Posted on: Friday, 28 October 2005, 06:00 CDT

By BEN GRIFFITHS

ANGLO-Dutch oil company Royal Dutch Shell has trumped arch-rival BP by announcing record profits equivalent to GBP45m a day, as high oil prices offset extensive hurricane damage during the third quarter.

Shell is one of the largest producers in the Gulf of Mexico area of the United States which was battered by the severe weather that slammed through coastal areas of Louisiana and Mississippi and flooded key oil facilities and refining plants.

Shell revealed it would be hit with total expenses of dollars- 350m (GBP195m) during 2005 and 2006 as a result of hurricanes Rita and Katrina, adding that insurance cover should be available for a significant proportion of the costs.

In its third-quarter trading update, Shell said the current cost of supply earnings rose to dollars-7.37bn in the three months to September 30. That was up 68-per cent compared with the same time last year but fell to dollars-5.8bn once one-off gains from the sale of assets were stripped out.

The figures topped those reported by BP earlier this week, which said its profits rose 16-per cent on the year to dollars-4.4bn or around GBP30m a day. All oil firms have benefited from the sky-high global price of crude, which topped dollars-70 a barrel and saw UK petrol prices rise above GBP1 a litre this summer.

Jeroen van der Veer, chief executive, said: "We have all seen in this past few months a quite volatile period. We have in this business created value not only in view of today and tomorrow but also in the long term."

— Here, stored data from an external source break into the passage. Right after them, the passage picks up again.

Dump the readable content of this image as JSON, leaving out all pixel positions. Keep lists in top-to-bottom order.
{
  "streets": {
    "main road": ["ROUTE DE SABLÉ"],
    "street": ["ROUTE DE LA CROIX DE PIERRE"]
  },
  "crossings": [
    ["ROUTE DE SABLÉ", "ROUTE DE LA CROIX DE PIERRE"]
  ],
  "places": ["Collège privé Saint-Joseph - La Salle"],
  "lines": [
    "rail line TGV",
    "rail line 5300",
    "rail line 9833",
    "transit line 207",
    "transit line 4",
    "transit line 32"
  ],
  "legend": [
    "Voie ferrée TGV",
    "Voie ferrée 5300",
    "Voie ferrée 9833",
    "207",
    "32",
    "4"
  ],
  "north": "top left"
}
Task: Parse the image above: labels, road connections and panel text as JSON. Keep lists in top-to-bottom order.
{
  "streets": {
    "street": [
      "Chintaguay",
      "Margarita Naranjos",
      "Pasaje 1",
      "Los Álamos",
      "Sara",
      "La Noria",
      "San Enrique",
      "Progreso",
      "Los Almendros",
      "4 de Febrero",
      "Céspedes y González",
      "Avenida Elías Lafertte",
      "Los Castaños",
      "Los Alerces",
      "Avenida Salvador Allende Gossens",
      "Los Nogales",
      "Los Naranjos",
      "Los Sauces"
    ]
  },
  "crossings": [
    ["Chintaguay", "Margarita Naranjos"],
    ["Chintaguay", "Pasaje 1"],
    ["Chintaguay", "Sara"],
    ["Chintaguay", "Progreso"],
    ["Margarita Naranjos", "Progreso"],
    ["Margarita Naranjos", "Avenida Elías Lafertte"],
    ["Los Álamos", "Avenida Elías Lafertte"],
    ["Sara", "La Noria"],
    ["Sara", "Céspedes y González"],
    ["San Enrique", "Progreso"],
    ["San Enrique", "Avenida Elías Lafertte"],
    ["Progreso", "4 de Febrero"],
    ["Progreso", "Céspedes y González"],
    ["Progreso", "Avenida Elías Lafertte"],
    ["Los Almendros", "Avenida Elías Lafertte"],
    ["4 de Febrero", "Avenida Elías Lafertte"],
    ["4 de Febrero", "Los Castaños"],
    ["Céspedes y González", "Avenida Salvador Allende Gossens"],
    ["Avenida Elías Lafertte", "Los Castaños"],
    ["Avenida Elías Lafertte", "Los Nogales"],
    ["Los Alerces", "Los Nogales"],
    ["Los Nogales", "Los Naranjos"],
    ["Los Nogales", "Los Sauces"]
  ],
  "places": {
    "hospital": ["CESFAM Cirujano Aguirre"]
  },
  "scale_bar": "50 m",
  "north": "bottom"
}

Even if production had not been disrupted by the hurricanes, Shell conceded that it would have failed to match its output for last year.

Shell said production would have been 4-per cent lower over the summer as new volumes were more than offset by fields yielding less oil and gas and North Sea rigs being shut down for maintenance.

Although daily output of 3.21 million barrels was down on last year, Shell said higher oil and gas prices meant earnings from its exploration and production division more than doubled to dollars- 4.98bn in the third quarter.

Peter Voser, chief financial officer, said Shell's people in the Gulf of Mexico had done an "extraordinary job" under the most challenging conditions to restore operations following Rita and Katrina.

Shell's upstream production has been restored to around 200,000 barrels of oil a day compared with the 450,000 mark before the hurricanes. An additional 150,000 barrels a day of capacity that had been shut by hurricanes will return to production during the fourth quarter of this year, Voser added, around 80,000 barrels higher than Shell's previous guidance.

However, the company's Mars production platform in the Gulf will not resume normal operations until the second half of 2006, having suffered significant damage during the storms.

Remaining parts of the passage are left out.